Fix a positive integer $n$, and use Dirichlet's theorem on arithmetic progressions to select a prime $p$ with the property that $p\equiv 1(\text{mod } 2n)$. Let $\zeta_p$ be a primitive $p^\text{th}$ root of unity, so that $K=\mathbb{Q}(\zeta_p)$ is a Galois extension with Galois group $G=(\mathbb{Z}/p\mathbb{Z})^\times\cong \mathbb{Z}/(p-1)\mathbb{Z}$. Notice that complex conjugation $\sigma\colon K\to K$ is a $\mathbb{Q}$-automorphism of $K$, so $G$ has an order two subgroup $H\leq G$ generated by $\sigma$. We let $E\subset K$ be the fixed subfield of $H$. Notice that $E\subset \mathbb{R}$, since no non-real element of $K$ is fixed by conjugation. Also, since $G$ is abelian, $H$ is a normal subgroup, so $E/\mathbb{Q}$ is Galois and \begin{equation} G':=\text{Gal}(E/\mathbb{Q}) = G/H. \end{equation} Because $G$ is cyclic, so is this quotient. Now $|G'|=(p-1)/2$ is divisible by $n$, and thus contains a subgroup $H'\leq G'$ of index $n$ (necessarily normal, since $G'$ is abelian). We finally let $F\subset E$ be the fixed field of $H'$ and have \begin{equation} \text{Gal}(F/\mathbb{Q}) = G'/H' \cong \mathbb{Z}/n\mathbb{Z}. \end{equation} Thanks to Mariano for the hint, and to Watson for linking to this very helpful answer.

Answer 2

First decompose $n$ into a product of prime powers, say $n= p_1 ^{r_1}...p_m ^{r_m}$. Then the (additive) cyclic group $\mathbf Z/n\mathbf Z$ is isomorphic to the direct product of the cyclic groups $\mathbf Z/p_i ^{r_i}\mathbf Z$, so it suffices to deal with the particular case $n=p ^{r}$, where $p$ is a prime. For convenience, put $q=p$ if $p$ is odd, $4$ if $p=2$, and introduce the cyclotomic field $F_r=\mathbf Q(\zeta_{qp^r})$ for $r\ge 0$. Since $Gal(F_r/\mathbf Q) \cong (\mathbf Z/qp^r \mathbf Z)^{*} \cong (\mathbf Z/q \mathbf Z)^{*} \times (\mathbf Z/p^r \mathbf Z)$, the subfield $\mathbf B_r$ fixed by $(\mathbf Z/q \mathbf Z)^{*}$ is cyclic of degree $p^r$ over $\mathbf Q = \mathbf B_0$.

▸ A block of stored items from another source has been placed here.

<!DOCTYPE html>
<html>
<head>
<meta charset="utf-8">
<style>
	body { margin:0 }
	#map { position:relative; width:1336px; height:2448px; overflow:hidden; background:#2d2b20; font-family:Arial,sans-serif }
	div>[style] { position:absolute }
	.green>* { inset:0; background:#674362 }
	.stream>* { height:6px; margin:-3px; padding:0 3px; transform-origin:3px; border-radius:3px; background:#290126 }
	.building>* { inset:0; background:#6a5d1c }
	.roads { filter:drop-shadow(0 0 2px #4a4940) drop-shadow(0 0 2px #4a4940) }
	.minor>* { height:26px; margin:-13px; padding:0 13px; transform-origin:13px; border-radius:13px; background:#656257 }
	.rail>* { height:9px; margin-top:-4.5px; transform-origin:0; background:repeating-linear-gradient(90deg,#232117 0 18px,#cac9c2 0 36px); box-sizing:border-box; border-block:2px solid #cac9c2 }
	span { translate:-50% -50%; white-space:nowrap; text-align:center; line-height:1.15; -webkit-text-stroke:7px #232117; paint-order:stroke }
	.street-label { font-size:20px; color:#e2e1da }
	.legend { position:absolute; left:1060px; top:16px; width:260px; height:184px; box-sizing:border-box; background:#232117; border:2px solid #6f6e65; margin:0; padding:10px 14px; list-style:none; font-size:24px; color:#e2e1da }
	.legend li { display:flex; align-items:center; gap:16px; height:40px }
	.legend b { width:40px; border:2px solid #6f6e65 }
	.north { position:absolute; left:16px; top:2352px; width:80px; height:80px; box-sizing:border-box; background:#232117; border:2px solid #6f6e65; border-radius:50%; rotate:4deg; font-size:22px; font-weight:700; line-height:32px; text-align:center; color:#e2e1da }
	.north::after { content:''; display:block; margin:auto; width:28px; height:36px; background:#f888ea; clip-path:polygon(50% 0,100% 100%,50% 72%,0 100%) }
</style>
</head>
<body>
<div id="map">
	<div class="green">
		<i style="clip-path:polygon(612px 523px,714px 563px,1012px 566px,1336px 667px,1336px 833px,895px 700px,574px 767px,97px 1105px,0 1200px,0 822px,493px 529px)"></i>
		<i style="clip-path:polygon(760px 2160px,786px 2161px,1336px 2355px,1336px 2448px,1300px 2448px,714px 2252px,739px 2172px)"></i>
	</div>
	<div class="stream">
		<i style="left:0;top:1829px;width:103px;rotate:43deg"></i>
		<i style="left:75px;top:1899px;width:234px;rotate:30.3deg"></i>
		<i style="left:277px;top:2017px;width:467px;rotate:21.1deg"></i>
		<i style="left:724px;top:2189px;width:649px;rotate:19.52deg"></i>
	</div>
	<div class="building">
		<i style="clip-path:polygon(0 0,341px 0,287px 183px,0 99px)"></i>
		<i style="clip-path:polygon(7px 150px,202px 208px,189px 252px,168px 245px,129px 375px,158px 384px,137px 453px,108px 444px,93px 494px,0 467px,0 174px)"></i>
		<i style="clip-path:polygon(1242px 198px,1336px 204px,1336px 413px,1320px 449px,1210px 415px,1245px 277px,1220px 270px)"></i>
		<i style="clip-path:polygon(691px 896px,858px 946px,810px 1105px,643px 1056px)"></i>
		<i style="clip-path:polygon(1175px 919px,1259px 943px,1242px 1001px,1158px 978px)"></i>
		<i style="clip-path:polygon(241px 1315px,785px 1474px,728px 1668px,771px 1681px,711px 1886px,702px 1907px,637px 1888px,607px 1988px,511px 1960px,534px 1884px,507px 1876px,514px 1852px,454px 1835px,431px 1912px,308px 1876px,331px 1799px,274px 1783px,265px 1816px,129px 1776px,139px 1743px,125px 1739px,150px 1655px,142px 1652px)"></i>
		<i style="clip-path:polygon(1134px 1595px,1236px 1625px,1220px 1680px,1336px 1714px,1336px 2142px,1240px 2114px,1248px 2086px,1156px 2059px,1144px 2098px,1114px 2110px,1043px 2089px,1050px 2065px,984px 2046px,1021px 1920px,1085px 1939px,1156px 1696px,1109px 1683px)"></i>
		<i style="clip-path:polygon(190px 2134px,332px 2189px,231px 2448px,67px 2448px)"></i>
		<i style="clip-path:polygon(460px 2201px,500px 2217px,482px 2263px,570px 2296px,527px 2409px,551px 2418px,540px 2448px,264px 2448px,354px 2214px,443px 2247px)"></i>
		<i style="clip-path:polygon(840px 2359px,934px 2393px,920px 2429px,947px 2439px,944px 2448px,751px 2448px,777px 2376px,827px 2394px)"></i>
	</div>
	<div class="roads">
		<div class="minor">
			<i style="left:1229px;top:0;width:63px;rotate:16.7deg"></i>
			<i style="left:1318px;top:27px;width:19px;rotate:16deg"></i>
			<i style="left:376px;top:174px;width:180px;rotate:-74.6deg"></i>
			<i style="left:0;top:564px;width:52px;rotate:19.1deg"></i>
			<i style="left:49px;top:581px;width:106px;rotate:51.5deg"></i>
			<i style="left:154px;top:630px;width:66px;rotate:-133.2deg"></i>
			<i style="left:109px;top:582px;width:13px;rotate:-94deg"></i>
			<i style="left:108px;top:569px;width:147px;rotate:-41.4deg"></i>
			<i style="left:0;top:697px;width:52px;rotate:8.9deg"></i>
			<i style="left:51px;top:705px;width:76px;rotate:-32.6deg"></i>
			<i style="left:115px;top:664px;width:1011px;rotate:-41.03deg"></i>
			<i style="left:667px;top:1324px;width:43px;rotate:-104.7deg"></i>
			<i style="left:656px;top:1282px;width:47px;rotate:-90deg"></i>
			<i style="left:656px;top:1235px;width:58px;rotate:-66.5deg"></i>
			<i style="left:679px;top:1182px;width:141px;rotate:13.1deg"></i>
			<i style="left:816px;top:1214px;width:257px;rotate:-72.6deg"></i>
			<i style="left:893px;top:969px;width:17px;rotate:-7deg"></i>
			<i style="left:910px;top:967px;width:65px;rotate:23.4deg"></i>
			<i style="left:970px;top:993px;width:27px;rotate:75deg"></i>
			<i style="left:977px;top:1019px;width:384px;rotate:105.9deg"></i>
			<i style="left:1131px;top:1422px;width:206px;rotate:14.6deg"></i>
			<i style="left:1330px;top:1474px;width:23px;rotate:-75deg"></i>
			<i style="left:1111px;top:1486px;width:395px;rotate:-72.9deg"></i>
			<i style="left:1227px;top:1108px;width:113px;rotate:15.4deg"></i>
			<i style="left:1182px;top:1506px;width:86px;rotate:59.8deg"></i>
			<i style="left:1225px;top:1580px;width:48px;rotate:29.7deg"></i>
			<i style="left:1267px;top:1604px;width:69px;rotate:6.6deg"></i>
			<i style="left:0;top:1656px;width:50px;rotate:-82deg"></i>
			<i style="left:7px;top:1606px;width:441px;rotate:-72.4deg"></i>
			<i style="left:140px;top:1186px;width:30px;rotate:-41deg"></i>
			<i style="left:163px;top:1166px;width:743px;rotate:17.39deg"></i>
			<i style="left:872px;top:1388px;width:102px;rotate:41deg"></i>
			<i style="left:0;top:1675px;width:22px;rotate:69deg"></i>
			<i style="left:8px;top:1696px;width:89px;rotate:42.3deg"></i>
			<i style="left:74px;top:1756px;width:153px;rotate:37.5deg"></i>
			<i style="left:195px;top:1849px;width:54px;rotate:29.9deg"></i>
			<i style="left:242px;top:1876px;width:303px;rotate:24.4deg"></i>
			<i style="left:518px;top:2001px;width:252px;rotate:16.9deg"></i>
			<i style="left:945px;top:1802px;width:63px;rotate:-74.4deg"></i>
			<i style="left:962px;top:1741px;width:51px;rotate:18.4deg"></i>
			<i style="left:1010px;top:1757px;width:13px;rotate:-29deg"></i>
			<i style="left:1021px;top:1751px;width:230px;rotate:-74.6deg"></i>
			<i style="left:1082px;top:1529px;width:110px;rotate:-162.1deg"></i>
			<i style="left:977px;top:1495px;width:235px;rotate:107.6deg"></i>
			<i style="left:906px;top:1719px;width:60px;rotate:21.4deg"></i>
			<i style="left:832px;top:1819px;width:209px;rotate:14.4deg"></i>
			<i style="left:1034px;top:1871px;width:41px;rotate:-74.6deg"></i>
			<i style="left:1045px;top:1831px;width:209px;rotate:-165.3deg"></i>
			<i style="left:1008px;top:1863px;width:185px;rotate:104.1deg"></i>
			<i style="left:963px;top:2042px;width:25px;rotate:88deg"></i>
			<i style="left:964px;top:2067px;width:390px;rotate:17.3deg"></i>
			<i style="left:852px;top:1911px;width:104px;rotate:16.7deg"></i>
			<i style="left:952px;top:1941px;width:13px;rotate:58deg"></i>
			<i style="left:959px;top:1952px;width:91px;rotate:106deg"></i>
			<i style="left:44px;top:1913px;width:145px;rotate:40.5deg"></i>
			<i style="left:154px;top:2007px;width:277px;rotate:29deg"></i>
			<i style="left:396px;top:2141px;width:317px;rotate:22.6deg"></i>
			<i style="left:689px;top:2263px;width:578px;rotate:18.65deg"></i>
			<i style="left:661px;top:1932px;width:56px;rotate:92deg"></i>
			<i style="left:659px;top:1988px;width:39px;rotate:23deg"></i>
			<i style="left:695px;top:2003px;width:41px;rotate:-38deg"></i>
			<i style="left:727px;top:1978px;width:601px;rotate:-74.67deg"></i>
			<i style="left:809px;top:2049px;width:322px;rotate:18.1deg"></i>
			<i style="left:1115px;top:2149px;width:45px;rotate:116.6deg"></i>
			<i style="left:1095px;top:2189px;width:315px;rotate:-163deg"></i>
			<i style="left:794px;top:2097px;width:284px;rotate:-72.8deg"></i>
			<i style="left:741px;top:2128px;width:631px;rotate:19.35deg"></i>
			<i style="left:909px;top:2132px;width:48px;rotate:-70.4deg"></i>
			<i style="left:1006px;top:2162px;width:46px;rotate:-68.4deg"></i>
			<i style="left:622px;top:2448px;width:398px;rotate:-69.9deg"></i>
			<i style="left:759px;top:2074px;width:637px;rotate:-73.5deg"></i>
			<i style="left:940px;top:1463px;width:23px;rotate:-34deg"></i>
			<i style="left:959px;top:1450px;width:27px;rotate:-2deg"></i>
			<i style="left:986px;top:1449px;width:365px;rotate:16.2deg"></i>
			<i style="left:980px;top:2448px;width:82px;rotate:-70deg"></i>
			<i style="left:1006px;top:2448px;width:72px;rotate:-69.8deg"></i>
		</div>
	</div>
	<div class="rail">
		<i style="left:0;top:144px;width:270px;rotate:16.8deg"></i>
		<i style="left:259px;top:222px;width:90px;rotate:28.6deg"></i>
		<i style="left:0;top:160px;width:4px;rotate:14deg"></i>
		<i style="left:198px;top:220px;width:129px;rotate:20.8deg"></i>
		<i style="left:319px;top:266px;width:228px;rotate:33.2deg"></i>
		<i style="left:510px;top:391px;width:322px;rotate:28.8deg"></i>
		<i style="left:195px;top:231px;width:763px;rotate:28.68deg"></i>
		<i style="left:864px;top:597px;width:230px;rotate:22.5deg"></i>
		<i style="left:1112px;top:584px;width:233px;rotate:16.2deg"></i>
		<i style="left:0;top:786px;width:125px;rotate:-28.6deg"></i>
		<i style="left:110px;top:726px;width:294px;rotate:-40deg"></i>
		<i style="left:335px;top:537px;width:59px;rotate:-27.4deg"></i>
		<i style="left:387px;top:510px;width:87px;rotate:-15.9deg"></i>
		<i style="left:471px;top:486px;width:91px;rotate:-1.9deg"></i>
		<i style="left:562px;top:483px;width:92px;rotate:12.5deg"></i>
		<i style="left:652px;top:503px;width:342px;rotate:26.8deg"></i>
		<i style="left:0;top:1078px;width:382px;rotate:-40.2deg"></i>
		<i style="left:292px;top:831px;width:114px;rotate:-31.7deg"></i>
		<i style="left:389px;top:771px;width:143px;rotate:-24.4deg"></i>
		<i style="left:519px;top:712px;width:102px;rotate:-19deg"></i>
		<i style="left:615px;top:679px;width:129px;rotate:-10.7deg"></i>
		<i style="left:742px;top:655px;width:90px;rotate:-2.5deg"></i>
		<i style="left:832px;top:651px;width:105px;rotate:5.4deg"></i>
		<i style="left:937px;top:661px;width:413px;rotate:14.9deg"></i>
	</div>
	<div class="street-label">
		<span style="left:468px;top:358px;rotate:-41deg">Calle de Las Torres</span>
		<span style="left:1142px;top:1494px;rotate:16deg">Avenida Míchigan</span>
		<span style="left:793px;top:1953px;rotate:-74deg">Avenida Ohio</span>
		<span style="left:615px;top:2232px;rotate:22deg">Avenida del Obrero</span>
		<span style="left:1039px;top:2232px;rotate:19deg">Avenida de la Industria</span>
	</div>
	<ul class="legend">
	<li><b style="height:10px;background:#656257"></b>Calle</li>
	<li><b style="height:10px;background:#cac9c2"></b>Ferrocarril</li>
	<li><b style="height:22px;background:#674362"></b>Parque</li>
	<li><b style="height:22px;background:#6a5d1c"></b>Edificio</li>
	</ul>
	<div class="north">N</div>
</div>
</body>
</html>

Note that the field $\mathbf B_{cyc} :=\cup \mathbf B_r$ is infinite Galois above $\mathbf Q$, with Galois group isomorphic to $\mathbf Z_p $, the additive group of the ring of $p$-adic integers. An extension with such a Galois group is called a $\mathbf Z_p $-extension in (the algebraic part of) Iwasawa theory, see e.g. Washington's "Introduction cyclotomic fields", chapter 13. Any number field $K$ admits a $\mathbf Z_p $-extension, which is $K.\mathbf B_{cyc}$. The celebrated Leopoldt conjecture states that $K$ admits exactly $(1+r_2)$ "independent" (in an obvious sense) $\mathbf Z_p $-extensions. Up to now, it has been proved only for abelian number fields (Brumer's theorem).